(PROBLEM REQUIREMENTS):
Copy every record exactly, with nothing left out.

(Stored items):

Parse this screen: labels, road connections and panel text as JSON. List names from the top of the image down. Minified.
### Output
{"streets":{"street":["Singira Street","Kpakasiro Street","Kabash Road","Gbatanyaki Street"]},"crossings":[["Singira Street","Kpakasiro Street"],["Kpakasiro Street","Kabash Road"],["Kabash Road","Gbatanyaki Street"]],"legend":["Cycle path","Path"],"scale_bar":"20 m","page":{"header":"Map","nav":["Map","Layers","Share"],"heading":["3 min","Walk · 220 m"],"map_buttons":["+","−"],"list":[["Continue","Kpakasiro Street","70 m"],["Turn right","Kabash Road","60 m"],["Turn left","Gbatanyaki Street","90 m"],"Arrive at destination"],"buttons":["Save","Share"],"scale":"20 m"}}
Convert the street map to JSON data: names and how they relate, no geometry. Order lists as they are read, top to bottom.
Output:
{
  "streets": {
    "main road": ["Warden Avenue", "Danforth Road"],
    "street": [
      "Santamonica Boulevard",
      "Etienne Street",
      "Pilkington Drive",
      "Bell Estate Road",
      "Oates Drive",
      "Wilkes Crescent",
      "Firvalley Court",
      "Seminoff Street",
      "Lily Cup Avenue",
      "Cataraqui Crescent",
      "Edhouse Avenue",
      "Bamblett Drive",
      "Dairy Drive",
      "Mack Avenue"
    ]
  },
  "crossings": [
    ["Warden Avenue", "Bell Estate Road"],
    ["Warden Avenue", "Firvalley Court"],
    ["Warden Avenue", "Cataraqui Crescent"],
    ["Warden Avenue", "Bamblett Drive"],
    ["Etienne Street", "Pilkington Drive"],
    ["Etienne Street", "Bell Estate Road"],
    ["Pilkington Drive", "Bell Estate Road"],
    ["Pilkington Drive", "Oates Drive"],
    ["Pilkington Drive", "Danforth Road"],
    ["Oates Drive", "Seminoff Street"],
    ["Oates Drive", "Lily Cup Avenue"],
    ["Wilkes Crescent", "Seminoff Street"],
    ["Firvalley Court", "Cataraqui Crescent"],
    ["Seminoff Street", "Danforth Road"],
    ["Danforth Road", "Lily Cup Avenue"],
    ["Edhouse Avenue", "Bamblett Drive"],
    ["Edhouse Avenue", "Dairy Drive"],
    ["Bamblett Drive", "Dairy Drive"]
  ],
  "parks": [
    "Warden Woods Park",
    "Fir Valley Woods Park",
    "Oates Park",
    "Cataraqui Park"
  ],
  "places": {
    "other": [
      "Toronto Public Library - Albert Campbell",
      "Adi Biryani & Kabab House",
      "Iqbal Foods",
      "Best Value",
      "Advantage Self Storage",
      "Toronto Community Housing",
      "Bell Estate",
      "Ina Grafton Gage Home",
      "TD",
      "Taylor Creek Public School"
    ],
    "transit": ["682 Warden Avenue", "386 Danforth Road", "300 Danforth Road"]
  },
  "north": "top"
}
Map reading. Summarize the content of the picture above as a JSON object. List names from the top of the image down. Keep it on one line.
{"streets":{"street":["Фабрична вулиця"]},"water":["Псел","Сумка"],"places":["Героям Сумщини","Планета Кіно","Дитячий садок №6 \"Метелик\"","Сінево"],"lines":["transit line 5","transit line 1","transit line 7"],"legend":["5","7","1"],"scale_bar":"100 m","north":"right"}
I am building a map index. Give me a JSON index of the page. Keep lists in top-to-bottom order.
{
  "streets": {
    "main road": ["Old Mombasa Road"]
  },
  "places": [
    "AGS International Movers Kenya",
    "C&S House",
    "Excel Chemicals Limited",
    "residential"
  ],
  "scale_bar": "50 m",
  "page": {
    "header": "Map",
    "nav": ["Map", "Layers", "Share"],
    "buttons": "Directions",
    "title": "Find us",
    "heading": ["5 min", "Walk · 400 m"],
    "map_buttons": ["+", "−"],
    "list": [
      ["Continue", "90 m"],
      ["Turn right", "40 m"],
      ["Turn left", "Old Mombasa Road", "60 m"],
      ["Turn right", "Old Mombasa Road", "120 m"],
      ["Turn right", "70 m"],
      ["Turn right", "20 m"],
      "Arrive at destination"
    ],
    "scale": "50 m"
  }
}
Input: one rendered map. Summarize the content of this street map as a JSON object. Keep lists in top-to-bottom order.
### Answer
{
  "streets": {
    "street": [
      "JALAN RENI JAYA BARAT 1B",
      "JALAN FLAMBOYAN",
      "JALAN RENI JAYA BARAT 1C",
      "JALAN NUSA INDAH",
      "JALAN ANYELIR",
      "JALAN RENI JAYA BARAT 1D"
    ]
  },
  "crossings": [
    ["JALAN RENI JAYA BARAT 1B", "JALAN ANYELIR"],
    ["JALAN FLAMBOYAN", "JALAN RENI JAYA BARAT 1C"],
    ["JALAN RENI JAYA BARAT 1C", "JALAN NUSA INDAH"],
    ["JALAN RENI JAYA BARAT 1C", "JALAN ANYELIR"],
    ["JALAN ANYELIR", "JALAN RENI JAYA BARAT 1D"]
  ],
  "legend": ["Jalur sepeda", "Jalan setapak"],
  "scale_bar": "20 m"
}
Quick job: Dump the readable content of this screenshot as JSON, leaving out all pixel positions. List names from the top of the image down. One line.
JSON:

(REPLY TO THE EXERCISE):
Parse this screen: labels, road connections and panel text as JSON. List names from the top of the image down. Minified.
### Output
{"streets":{"street":["Singira Street","Kpakasiro Street","Kabash Road","Gbatanyaki Street"]},"crossings":[["Singira Street","Kpakasiro Street"],["Kpakasiro Street","Kabash Road"],["Kabash Road","Gbatanyaki Street"]],"legend":["Cycle path","Path"],"scale_bar":"20 m","page":{"header":"Map","nav":["Map","Layers","Share"],"heading":["3 min","Walk · 220 m"],"map_buttons":["+","−"],"list":[["Continue","Kpakasiro Street","70 m"],["Turn right","Kabash Road","60 m"],["Turn left","Gbatanyaki Street","90 m"],"Arrive at destination"],"buttons":["Save","Share"],"scale":"20 m"}}
Convert the street map to JSON data: names and how they relate, no geometry. Order lists as they are read, top to bottom.
Output:
{
  "streets": {
    "main road": ["Warden Avenue", "Danforth Road"],
    "street": [
      "Santamonica Boulevard",
      "Etienne Street",
      "Pilkington Drive",
      "Bell Estate Road",
      "Oates Drive",
      "Wilkes Crescent",
      "Firvalley Court",
      "Seminoff Street",
      "Lily Cup Avenue",
      "Cataraqui Crescent",
      "Edhouse Avenue",
      "Bamblett Drive",
      "Dairy Drive",
      "Mack Avenue"
    ]
  },
  "crossings": [
    ["Warden Avenue", "Bell Estate Road"],
    ["Warden Avenue", "Firvalley Court"],
    ["Warden Avenue", "Cataraqui Crescent"],
    ["Warden Avenue", "Bamblett Drive"],
    ["Etienne Street", "Pilkington Drive"],
    ["Etienne Street", "Bell Estate Road"],
    ["Pilkington Drive", "Bell Estate Road"],
    ["Pilkington Drive", "Oates Drive"],
    ["Pilkington Drive", "Danforth Road"],
    ["Oates Drive", "Seminoff Street"],
    ["Oates Drive", "Lily Cup Avenue"],
    ["Wilkes Crescent", "Seminoff Street"],
    ["Firvalley Court", "Cataraqui Crescent"],
    ["Seminoff Street", "Danforth Road"],
    ["Danforth Road", "Lily Cup Avenue"],
    ["Edhouse Avenue", "Bamblett Drive"],
    ["Edhouse Avenue", "Dairy Drive"],
    ["Bamblett Drive", "Dairy Drive"]
  ],
  "parks": [
    "Warden Woods Park",
    "Fir Valley Woods Park",
    "Oates Park",
    "Cataraqui Park"
  ],
  "places": {
    "other": [
      "Toronto Public Library - Albert Campbell",
      "Adi Biryani & Kabab House",
      "Iqbal Foods",
      "Best Value",
      "Advantage Self Storage",
      "Toronto Community Housing",
      "Bell Estate",
      "Ina Grafton Gage Home",
      "TD",
      "Taylor Creek Public School"
    ],
    "transit": ["682 Warden Avenue", "386 Danforth Road", "300 Danforth Road"]
  },
  "north": "top"
}
Map reading. Summarize the content of the picture above as a JSON object. List names from the top of the image down. Keep it on one line.
{"streets":{"street":["Фабрична вулиця"]},"water":["Псел","Сумка"],"places":["Героям Сумщини","Планета Кіно","Дитячий садок №6 \"Метелик\"","Сінево"],"lines":["transit line 5","transit line 1","transit line 7"],"legend":["5","7","1"],"scale_bar":"100 m","north":"right"}
I am building a map index. Give me a JSON index of the page. Keep lists in top-to-bottom order.
{
  "streets": {
    "main road": ["Old Mombasa Road"]
  },
  "places": [
    "AGS International Movers Kenya",
    "C&S House",
    "Excel Chemicals Limited",
    "residential"
  ],
  "scale_bar": "50 m",
  "page": {
    "header": "Map",
    "nav": ["Map", "Layers", "Share"],
    "buttons": "Directions",
    "title": "Find us",
    "heading": ["5 min", "Walk · 400 m"],
    "map_buttons": ["+", "−"],
    "list": [
      ["Continue", "90 m"],
      ["Turn right", "40 m"],
      ["Turn left", "Old Mombasa Road", "60 m"],
      ["Turn right", "Old Mombasa Road", "120 m"],
      ["Turn right", "70 m"],
      ["Turn right", "20 m"],
      "Arrive at destination"
    ],
    "scale": "50 m"
  }
}
Input: one rendered map. Summarize the content of this street map as a JSON object. Keep lists in top-to-bottom order.
### Answer
{
  "streets": {
    "street": [
      "JALAN RENI JAYA BARAT 1B",
      "JALAN FLAMBOYAN",
      "JALAN RENI JAYA BARAT 1C",
      "JALAN NUSA INDAH",
      "JALAN ANYELIR",
      "JALAN RENI JAYA BARAT 1D"
    ]
  },
  "crossings": [
    ["JALAN RENI JAYA BARAT 1B", "JALAN ANYELIR"],
    ["JALAN FLAMBOYAN", "JALAN RENI JAYA BARAT 1C"],
    ["JALAN RENI JAYA BARAT 1C", "JALAN NUSA INDAH"],
    ["JALAN RENI JAYA BARAT 1C", "JALAN ANYELIR"],
    ["JALAN ANYELIR", "JALAN RENI JAYA BARAT 1D"]
  ],
  "legend": ["Jalur sepeda", "Jalan setapak"],
  "scale_bar": "20 m"
}
Quick job: Dump the readable content of this screenshot as JSON, leaving out all pixel positions. List names from the top of the image down. One line.
JSON:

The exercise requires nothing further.